== DATASET RECORDS ==
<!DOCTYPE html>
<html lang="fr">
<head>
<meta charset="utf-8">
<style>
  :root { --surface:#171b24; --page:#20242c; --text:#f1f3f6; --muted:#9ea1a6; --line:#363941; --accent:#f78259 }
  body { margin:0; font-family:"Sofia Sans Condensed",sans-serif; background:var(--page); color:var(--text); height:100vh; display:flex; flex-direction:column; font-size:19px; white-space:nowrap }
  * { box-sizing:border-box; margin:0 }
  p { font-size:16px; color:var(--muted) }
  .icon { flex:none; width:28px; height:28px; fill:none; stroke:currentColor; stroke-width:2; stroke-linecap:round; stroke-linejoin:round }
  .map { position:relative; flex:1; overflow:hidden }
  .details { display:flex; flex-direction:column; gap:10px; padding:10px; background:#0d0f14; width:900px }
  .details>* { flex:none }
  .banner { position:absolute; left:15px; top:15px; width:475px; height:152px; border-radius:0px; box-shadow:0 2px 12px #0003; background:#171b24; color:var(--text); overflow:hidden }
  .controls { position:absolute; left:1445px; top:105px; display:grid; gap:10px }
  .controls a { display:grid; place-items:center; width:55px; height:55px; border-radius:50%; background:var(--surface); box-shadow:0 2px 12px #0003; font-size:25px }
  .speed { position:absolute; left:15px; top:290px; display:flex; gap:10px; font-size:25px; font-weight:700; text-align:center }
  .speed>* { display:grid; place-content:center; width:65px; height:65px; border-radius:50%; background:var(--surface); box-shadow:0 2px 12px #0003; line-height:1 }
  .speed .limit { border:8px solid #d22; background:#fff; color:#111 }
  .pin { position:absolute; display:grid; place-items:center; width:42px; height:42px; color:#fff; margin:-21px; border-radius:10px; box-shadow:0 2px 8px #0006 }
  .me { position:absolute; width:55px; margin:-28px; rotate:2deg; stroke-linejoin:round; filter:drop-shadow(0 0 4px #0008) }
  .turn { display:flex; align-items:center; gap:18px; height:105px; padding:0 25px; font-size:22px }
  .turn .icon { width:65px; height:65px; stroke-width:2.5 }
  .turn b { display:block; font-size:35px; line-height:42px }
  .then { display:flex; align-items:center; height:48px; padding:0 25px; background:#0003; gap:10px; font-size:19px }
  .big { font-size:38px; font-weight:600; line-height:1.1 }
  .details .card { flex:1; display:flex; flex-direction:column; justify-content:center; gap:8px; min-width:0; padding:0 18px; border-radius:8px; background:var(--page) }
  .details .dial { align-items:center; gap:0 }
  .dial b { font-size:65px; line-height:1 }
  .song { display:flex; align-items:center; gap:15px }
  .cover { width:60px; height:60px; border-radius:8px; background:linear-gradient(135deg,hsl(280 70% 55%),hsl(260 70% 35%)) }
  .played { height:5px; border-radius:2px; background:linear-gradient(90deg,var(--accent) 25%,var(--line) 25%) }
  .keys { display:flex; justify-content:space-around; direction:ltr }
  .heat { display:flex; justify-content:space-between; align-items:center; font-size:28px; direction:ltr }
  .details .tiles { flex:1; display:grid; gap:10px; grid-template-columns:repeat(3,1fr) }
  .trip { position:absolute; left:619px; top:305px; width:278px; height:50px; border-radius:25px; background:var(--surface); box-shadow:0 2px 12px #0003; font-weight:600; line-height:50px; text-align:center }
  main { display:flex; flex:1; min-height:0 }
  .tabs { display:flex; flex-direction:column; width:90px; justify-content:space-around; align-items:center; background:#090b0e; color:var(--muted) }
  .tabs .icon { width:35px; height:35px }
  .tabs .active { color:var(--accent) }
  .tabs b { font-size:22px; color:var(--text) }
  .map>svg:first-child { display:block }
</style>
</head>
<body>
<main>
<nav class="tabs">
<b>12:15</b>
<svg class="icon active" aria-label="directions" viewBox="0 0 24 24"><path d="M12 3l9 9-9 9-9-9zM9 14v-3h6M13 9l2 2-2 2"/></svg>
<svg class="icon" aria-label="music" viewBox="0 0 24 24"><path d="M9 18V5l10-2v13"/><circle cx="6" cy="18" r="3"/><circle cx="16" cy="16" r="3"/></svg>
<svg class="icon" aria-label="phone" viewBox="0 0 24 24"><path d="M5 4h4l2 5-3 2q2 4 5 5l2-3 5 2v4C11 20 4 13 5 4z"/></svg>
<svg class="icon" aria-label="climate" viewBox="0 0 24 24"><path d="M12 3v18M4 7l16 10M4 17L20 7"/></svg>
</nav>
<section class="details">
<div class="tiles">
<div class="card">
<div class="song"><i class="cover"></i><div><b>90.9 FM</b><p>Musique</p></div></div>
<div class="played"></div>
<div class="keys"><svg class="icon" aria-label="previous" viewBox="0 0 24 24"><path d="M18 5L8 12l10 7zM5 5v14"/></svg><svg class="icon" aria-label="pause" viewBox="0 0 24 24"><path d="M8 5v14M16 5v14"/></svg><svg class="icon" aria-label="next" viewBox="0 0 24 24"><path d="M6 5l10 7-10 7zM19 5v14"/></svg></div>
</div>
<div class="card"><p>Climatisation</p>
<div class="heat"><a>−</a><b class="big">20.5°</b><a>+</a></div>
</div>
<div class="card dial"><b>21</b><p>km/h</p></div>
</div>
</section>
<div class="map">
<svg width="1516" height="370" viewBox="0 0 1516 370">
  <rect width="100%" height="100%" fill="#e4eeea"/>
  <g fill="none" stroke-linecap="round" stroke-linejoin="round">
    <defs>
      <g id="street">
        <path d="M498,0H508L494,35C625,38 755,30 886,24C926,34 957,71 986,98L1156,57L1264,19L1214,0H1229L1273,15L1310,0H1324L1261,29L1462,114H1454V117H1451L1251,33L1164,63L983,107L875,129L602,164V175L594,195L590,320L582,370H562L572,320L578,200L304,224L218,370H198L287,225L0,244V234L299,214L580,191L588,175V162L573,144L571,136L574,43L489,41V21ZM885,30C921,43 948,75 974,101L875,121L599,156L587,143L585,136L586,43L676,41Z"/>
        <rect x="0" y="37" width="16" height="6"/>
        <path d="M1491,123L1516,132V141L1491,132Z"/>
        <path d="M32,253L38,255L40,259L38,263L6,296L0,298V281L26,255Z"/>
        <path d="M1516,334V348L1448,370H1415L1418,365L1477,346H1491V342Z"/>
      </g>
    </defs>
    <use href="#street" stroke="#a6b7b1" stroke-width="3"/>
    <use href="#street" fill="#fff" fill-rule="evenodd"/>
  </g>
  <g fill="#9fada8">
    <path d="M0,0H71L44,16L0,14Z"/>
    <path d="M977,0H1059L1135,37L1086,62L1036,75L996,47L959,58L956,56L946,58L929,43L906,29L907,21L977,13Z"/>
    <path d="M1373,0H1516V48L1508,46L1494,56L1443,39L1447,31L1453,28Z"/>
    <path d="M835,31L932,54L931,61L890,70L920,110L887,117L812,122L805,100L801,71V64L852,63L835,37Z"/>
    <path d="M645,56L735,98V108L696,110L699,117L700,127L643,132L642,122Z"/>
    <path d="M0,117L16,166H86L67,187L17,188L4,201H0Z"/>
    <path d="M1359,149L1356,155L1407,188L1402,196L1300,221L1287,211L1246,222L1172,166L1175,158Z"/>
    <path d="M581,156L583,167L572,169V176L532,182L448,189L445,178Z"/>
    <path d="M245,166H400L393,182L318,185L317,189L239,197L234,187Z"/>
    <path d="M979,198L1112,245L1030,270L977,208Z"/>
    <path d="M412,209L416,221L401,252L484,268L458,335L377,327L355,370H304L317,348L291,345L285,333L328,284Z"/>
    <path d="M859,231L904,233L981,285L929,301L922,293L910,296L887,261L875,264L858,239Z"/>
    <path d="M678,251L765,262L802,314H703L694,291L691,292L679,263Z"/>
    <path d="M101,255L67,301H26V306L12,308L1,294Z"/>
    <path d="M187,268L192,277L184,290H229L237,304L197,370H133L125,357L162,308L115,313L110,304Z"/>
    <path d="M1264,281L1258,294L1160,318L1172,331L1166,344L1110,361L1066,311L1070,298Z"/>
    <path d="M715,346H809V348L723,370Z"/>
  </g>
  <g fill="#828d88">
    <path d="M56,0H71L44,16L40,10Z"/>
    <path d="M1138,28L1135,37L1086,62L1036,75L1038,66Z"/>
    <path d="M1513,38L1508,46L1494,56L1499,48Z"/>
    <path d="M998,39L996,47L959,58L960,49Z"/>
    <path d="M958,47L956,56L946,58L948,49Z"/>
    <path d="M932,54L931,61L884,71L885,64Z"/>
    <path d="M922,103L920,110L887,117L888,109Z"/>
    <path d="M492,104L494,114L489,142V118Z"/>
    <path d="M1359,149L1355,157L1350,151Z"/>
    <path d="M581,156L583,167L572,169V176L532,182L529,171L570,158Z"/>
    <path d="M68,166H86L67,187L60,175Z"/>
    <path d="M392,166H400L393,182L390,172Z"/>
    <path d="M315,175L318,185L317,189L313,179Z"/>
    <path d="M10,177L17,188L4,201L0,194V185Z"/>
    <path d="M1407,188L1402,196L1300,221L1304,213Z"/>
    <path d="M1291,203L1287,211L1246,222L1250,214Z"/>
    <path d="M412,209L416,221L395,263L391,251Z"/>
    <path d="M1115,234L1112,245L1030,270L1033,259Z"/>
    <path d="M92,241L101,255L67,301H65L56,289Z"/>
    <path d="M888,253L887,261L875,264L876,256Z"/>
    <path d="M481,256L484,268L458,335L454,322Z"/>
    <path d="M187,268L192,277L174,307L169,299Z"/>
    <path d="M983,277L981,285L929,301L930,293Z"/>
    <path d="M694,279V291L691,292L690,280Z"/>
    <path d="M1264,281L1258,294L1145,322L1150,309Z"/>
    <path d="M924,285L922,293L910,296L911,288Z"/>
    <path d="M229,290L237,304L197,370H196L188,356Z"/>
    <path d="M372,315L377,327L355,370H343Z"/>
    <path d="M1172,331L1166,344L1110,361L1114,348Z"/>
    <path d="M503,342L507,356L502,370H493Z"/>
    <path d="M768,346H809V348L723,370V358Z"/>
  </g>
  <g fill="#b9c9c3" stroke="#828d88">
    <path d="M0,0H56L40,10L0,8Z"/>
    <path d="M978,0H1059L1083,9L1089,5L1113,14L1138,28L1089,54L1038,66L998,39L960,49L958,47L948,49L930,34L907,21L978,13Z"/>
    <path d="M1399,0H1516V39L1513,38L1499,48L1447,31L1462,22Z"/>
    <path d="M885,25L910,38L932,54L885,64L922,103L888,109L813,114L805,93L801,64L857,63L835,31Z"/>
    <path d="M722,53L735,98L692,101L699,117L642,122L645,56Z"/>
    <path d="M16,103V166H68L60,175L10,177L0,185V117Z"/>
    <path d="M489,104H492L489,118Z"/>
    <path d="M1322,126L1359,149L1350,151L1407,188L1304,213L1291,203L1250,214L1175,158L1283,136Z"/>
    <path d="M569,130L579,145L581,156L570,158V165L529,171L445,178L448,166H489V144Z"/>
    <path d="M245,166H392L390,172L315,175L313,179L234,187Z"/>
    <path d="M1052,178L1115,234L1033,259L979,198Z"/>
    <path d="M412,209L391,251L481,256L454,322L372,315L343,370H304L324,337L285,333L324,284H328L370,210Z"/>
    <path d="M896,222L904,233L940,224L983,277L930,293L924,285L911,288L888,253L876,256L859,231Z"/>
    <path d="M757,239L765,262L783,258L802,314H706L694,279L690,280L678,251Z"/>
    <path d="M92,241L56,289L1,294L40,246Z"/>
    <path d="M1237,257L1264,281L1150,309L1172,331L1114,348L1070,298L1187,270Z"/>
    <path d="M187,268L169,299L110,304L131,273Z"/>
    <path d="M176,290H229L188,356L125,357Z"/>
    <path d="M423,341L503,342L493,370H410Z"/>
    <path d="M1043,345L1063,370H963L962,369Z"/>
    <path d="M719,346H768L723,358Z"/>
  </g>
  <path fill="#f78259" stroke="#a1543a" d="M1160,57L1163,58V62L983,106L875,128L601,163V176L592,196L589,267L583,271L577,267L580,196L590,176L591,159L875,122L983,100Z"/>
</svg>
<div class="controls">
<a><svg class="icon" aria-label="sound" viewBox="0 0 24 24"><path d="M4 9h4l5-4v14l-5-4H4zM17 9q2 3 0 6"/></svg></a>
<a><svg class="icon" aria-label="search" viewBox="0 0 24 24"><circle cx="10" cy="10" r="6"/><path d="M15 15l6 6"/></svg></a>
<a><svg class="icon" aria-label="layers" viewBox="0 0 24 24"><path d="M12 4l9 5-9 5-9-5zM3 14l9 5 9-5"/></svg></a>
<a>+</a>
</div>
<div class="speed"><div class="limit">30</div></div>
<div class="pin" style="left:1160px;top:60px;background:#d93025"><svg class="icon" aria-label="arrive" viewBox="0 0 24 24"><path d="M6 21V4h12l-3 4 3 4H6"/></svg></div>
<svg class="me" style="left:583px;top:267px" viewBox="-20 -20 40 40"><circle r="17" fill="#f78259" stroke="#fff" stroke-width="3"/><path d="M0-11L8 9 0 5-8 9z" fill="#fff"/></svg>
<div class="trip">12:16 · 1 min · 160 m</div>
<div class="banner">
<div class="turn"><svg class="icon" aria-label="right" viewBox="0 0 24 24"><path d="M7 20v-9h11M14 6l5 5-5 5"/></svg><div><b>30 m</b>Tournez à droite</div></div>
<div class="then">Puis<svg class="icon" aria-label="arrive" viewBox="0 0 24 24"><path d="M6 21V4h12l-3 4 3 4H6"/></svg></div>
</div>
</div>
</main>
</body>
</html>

== WORK INSTRUCTION ==
Set the material down exactly as written, starting at its first line. The line containing "display:flex; align-items:center; gap:18px;" is the last one to include.

== REPLY ==
<!DOCTYPE html>
<html lang="fr">
<head>
<meta charset="utf-8">
<style>
  :root { --surface:#171b24; --page:#20242c; --text:#f1f3f6; --muted:#9ea1a6; --line:#363941; --accent:#f78259 }
  body { margin:0; font-family:"Sofia Sans Condensed",sans-serif; background:var(--page); color:var(--text); height:100vh; display:flex; flex-direction:column; font-size:19px; white-space:nowrap }
  * { box-sizing:border-box; margin:0 }
  p { font-size:16px; color:var(--muted) }
  .icon { flex:none; width:28px; height:28px; fill:none; stroke:currentColor; stroke-width:2; stroke-linecap:round; stroke-linejoin:round }
  .map { position:relative; flex:1; overflow:hidden }
  .details { display:flex; flex-direction:column; gap:10px; padding:10px; background:#0d0f14; width:900px }
  .details>* { flex:none }
  .banner { position:absolute; left:15px; top:15px; width:475px; height:152px; border-radius:0px; box-shadow:0 2px 12px #0003; background:#171b24; color:var(--text); overflow:hidden }
  .controls { position:absolute; left:1445px; top:105px; display:grid; gap:10px }
  .controls a { display:grid; place-items:center; width:55px; height:55px; border-radius:50%; background:var(--surface); box-shadow:0 2px 12px #0003; font-size:25px }
  .speed { position:absolute; left:15px; top:290px; display:flex; gap:10px; font-size:25px; font-weight:700; text-align:center }
  .speed>* { display:grid; place-content:center; width:65px; height:65px; border-radius:50%; background:var(--surface); box-shadow:0 2px 12px #0003; line-height:1 }
  .speed .limit { border:8px solid #d22; background:#fff; color:#111 }
  .pin { position:absolute; display:grid; place-items:center; width:42px; height:42px; color:#fff; margin:-21px; border-radius:10px; box-shadow:0 2px 8px #0006 }
  .me { position:absolute; width:55px; margin:-28px; rotate:2deg; stroke-linejoin:round; filter:drop-shadow(0 0 4px #0008) }
  .turn { display:flex; align-items:center; gap:18px; height:105px; padding:0 25px; font-size:22px }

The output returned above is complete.